*Your goal*
Write the records out again exactly as they read, dropping any picture they hold.

*** Exercise data Section Begins ***

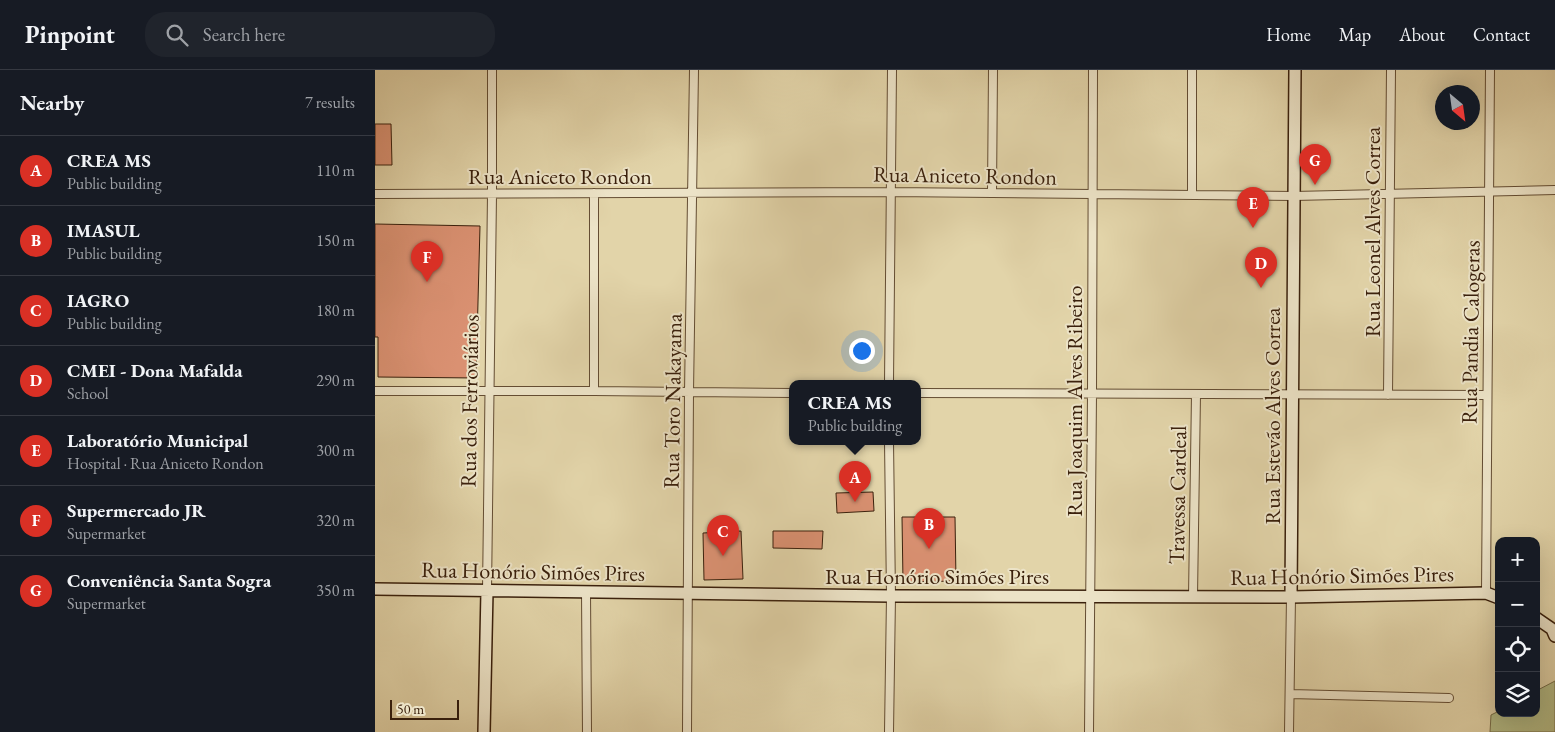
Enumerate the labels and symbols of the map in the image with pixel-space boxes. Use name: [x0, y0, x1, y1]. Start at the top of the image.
north arrow: [1435, 85, 1480, 130]
street label: Rua Leonel Alves Correa: [1358, 126, 1387, 337]
pin: G: [1299, 144, 1331, 185]
street label: Rua Aniceto Rondon: [873, 159, 1058, 192]
street label: Rua Aniceto Rondon: [468, 162, 652, 191]
pin: E: [1237, 187, 1269, 228]
street label: Rua Pandia Calogeras: [1454, 240, 1487, 424]
pin: F: [411, 241, 443, 282]
pin: D: [1245, 247, 1277, 288]
street label: Rua Joaquim Alves Ribeiro: [1060, 285, 1089, 517]
street label: Rua Estevão Alves Correa: [1258, 307, 1287, 525]
street label: Rua Toro Nakayama: [656, 313, 689, 489]
street label: Rua dos Ferroviários: [453, 314, 486, 488]
your location: [849, 338, 875, 364]
street label: Travessa Cardeal: [1162, 425, 1193, 565]
pin: A: [839, 461, 871, 502]
pin: B: [913, 508, 945, 549]
pin: C: [707, 515, 739, 556]
street label: Rua Honório Simões Pires: [421, 555, 645, 588]
street label: Rua Honório Simões Pires: [1230, 559, 1454, 592]
street label: Rua Honório Simões Pires: [825, 562, 1049, 591]
scale bar: [390, 697, 459, 720]

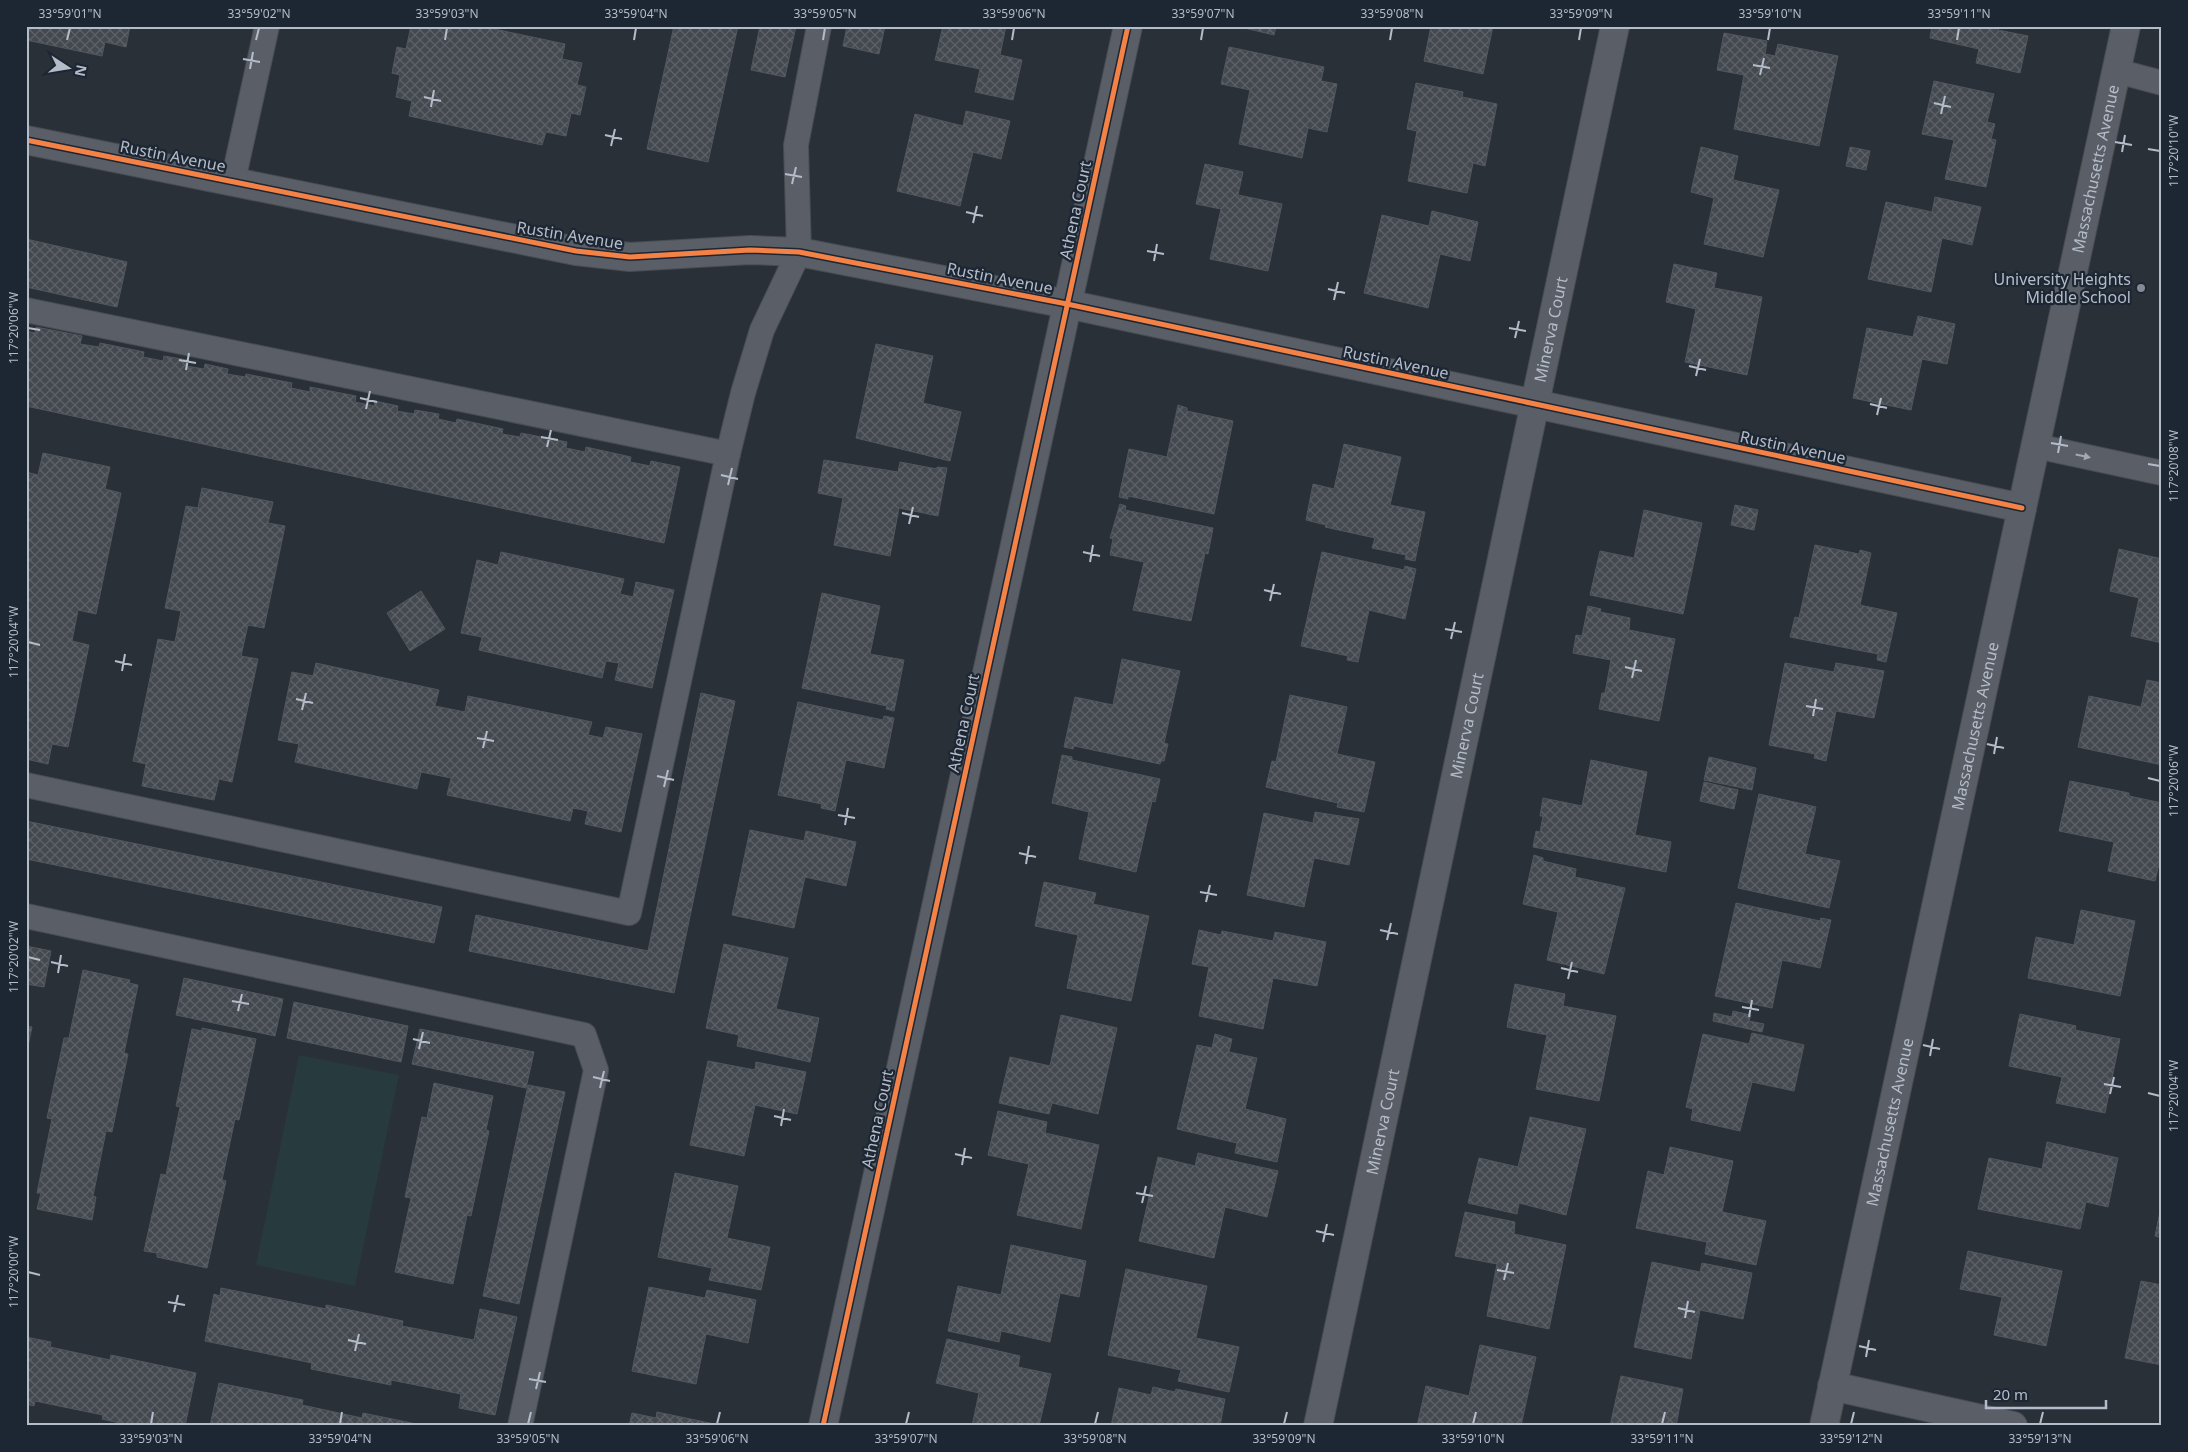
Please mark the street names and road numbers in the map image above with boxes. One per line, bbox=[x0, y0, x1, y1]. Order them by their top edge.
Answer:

*** Exercise data Section Ends ***

*Exercise result*
Enumerate the labels and symbols of the map in the image with pixel-space boxes. Use name: [x0, y0, x1, y1]. Start at the top of the image.
north arrow: [1435, 85, 1480, 130]
street label: Rua Leonel Alves Correa: [1358, 126, 1387, 337]
pin: G: [1299, 144, 1331, 185]
street label: Rua Aniceto Rondon: [873, 159, 1058, 192]
street label: Rua Aniceto Rondon: [468, 162, 652, 191]
pin: E: [1237, 187, 1269, 228]
street label: Rua Pandia Calogeras: [1454, 240, 1487, 424]
pin: F: [411, 241, 443, 282]
pin: D: [1245, 247, 1277, 288]
street label: Rua Joaquim Alves Ribeiro: [1060, 285, 1089, 517]
street label: Rua Estevão Alves Correa: [1258, 307, 1287, 525]
street label: Rua Toro Nakayama: [656, 313, 689, 489]
street label: Rua dos Ferroviários: [453, 314, 486, 488]
your location: [849, 338, 875, 364]
street label: Travessa Cardeal: [1162, 425, 1193, 565]
pin: A: [839, 461, 871, 502]
pin: B: [913, 508, 945, 549]
pin: C: [707, 515, 739, 556]
street label: Rua Honório Simões Pires: [421, 555, 645, 588]
street label: Rua Honório Simões Pires: [1230, 559, 1454, 592]
street label: Rua Honório Simões Pires: [825, 562, 1049, 591]
scale bar: [390, 697, 459, 720]

Please mark the street names and road numbers in the map image above with boxes. One per line, bbox=[x0, y0, x1, y1]. Order them by their top edge.
Answer:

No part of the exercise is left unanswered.